Ideal candidates for Iron Sharpening Iron are women who are proactive, committed, and curious. You should be willing to work with other women and coaches as part of a cohort, sharing stories, best practices, and challenges. It is also important to be receptive to feedback and confident enough to admit what you don’t yet know.

You’ve shown up for your congregation, your community, your denomination, your peers. You are looking for a way to take both the natural and cultivated abilities you have, and weave together a compelling story for why you’re ready for the next opportunity or expression of your call.

Women clergy are dramatically underrepresented in positions of leadership, and the church has made relatively little gain over the last decades in advancing gender equity among clergy at all levels of the profession, particularly at the most senior levels of congregational leadership. According to data from the most recent National Congregations Study (2012), women serve as the senior or head clergyperson in only about 11% of congregations in the United States, a number that is largely unchanged from 15 years ago. This is a grave problem for the health, vitality, and integrity of the church.
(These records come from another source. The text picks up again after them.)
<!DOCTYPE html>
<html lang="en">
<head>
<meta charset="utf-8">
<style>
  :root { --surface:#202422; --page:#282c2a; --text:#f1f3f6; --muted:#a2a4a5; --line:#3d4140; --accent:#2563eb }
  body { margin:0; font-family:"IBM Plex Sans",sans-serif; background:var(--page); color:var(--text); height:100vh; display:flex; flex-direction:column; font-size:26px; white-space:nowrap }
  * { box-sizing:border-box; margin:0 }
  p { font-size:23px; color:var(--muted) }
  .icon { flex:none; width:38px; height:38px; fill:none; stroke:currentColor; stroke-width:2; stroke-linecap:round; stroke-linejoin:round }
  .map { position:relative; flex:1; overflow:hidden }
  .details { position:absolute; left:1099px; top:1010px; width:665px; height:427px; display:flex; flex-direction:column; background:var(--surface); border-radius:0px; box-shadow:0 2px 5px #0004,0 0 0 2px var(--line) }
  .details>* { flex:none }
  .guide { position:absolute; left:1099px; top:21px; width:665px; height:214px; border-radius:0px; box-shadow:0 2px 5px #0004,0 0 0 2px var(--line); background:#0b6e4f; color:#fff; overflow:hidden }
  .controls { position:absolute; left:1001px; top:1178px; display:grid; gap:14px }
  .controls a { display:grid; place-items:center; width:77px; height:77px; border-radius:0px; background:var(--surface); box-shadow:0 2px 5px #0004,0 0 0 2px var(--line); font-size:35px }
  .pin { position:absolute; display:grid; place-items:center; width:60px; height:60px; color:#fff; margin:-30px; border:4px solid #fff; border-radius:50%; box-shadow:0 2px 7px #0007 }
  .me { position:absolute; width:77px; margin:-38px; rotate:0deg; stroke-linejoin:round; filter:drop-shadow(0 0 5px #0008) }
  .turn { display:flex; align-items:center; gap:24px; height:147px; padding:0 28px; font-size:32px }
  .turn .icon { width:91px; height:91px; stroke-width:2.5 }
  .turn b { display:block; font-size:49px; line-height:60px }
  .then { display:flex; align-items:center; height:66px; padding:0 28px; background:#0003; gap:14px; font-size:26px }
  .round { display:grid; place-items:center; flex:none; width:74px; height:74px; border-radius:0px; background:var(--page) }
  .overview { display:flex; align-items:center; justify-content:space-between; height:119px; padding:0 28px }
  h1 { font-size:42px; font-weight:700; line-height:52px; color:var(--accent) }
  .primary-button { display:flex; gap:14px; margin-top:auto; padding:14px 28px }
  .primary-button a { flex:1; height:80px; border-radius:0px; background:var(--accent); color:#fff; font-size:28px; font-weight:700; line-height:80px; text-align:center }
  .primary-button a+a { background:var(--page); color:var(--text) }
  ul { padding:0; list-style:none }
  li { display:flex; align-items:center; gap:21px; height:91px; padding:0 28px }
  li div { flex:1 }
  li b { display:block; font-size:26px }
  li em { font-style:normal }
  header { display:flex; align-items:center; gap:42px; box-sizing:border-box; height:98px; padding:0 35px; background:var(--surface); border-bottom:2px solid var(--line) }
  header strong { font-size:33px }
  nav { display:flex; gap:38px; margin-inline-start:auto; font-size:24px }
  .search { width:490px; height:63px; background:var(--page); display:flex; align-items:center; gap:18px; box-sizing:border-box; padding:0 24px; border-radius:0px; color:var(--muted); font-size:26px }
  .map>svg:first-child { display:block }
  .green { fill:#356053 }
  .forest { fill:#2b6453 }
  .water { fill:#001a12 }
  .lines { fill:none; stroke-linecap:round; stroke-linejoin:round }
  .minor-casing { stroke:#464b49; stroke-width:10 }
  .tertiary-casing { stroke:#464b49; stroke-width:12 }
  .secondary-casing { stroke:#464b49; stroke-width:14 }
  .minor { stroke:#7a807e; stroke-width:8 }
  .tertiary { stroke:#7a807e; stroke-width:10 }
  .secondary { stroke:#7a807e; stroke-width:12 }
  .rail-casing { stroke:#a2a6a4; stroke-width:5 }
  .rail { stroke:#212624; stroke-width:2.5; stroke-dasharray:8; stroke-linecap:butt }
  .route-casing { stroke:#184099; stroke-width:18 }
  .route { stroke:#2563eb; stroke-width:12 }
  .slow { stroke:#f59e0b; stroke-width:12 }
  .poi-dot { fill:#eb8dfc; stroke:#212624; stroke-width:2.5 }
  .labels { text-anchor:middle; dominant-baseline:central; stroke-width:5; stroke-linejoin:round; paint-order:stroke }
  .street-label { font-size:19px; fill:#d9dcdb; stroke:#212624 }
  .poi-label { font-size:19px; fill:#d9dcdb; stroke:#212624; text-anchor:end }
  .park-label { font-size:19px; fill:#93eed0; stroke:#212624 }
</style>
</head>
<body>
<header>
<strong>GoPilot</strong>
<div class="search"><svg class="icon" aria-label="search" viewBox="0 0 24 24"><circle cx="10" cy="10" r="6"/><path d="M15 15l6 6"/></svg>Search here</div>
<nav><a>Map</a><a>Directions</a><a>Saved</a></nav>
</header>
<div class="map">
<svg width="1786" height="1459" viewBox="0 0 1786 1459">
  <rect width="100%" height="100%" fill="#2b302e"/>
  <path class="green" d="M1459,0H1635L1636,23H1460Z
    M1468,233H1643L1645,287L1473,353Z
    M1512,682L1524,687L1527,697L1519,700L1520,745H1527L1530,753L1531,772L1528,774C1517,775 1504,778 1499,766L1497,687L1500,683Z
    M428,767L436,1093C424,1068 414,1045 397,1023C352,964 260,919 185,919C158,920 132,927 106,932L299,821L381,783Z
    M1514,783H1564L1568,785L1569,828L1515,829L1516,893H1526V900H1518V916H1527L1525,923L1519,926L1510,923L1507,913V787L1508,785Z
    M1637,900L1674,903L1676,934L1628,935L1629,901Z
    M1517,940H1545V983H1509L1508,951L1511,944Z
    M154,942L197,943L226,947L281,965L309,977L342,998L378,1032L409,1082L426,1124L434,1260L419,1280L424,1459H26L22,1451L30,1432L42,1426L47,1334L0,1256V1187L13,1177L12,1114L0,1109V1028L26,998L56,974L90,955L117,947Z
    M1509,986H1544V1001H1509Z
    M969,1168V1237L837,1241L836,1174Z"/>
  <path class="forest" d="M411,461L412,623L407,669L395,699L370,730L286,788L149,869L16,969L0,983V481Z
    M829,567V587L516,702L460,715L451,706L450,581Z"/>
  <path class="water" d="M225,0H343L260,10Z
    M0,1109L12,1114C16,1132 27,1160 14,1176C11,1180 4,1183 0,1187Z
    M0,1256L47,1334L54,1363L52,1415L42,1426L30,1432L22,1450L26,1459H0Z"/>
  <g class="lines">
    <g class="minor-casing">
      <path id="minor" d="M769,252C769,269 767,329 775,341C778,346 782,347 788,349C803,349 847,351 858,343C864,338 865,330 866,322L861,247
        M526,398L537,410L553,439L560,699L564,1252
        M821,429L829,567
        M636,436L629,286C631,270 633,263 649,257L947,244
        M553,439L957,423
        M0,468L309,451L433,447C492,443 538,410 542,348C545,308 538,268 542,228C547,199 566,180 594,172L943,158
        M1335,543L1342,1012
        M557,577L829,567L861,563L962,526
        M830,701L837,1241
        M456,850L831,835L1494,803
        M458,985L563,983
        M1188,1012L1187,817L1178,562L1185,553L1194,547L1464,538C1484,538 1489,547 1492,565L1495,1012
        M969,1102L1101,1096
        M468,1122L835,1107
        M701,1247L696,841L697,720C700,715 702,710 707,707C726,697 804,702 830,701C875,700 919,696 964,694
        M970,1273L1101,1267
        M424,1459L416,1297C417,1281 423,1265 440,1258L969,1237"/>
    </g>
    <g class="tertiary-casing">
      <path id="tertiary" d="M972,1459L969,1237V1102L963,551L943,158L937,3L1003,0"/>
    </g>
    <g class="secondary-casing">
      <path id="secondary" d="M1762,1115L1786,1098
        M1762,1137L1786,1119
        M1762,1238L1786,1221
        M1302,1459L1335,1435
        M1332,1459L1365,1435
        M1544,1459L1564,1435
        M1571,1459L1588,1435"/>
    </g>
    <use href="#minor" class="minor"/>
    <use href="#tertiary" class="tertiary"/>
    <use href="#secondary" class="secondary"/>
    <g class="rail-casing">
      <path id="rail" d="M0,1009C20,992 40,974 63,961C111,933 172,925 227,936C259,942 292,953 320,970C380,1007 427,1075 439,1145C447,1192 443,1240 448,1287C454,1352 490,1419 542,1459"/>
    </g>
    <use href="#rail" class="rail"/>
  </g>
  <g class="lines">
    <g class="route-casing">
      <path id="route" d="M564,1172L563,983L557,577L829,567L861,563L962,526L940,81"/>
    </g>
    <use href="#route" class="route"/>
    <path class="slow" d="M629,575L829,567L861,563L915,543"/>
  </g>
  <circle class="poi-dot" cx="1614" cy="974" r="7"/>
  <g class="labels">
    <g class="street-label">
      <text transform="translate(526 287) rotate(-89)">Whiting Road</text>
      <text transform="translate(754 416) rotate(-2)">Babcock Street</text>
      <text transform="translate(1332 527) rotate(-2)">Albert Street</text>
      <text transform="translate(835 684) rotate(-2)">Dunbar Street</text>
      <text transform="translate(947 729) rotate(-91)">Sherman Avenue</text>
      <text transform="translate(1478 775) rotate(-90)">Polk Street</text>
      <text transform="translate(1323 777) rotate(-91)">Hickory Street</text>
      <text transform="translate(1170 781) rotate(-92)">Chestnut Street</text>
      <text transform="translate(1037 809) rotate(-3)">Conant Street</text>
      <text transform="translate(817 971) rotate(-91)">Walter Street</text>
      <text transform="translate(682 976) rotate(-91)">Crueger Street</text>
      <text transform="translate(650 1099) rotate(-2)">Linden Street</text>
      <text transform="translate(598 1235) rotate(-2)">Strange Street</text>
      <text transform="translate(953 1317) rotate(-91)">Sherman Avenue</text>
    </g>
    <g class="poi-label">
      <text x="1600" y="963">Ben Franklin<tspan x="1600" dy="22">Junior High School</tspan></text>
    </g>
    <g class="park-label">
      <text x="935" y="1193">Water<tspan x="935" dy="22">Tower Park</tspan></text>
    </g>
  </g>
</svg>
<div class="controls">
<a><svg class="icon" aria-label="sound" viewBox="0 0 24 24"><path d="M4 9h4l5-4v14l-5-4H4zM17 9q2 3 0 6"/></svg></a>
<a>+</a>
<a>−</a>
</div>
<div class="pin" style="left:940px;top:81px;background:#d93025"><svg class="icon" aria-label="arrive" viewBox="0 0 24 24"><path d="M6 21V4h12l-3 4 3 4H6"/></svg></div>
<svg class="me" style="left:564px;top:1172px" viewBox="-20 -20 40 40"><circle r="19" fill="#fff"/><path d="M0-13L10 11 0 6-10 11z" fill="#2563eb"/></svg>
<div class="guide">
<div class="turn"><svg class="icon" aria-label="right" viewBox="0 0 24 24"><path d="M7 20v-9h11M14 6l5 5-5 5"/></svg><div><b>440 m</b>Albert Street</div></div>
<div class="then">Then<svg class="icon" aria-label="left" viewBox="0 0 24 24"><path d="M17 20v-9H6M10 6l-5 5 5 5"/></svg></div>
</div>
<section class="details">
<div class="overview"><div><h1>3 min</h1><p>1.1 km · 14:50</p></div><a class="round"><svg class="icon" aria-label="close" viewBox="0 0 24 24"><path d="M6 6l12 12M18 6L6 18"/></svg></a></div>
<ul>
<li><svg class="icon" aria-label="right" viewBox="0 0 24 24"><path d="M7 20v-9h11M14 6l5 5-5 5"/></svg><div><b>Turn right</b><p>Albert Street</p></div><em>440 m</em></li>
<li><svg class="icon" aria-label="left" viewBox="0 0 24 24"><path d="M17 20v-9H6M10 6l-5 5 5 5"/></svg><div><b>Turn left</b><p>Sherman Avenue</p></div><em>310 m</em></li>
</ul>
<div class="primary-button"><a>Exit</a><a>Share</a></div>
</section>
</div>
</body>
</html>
Many professions and industries are increasingly turning to leadership development programs specifically for women as a way to address this gender gap. Yet, the church does not have similar programs to invest in women leaders at this level. Such programs as do exist often take the form of support groups for female clergy, which presume women are deficient and do little to equip participants for the complex task of congregational leadership in the 21st century. We will fulfill this unmet and pressing need by investing in gifted women leaders and providing access to cutting-edge executive education.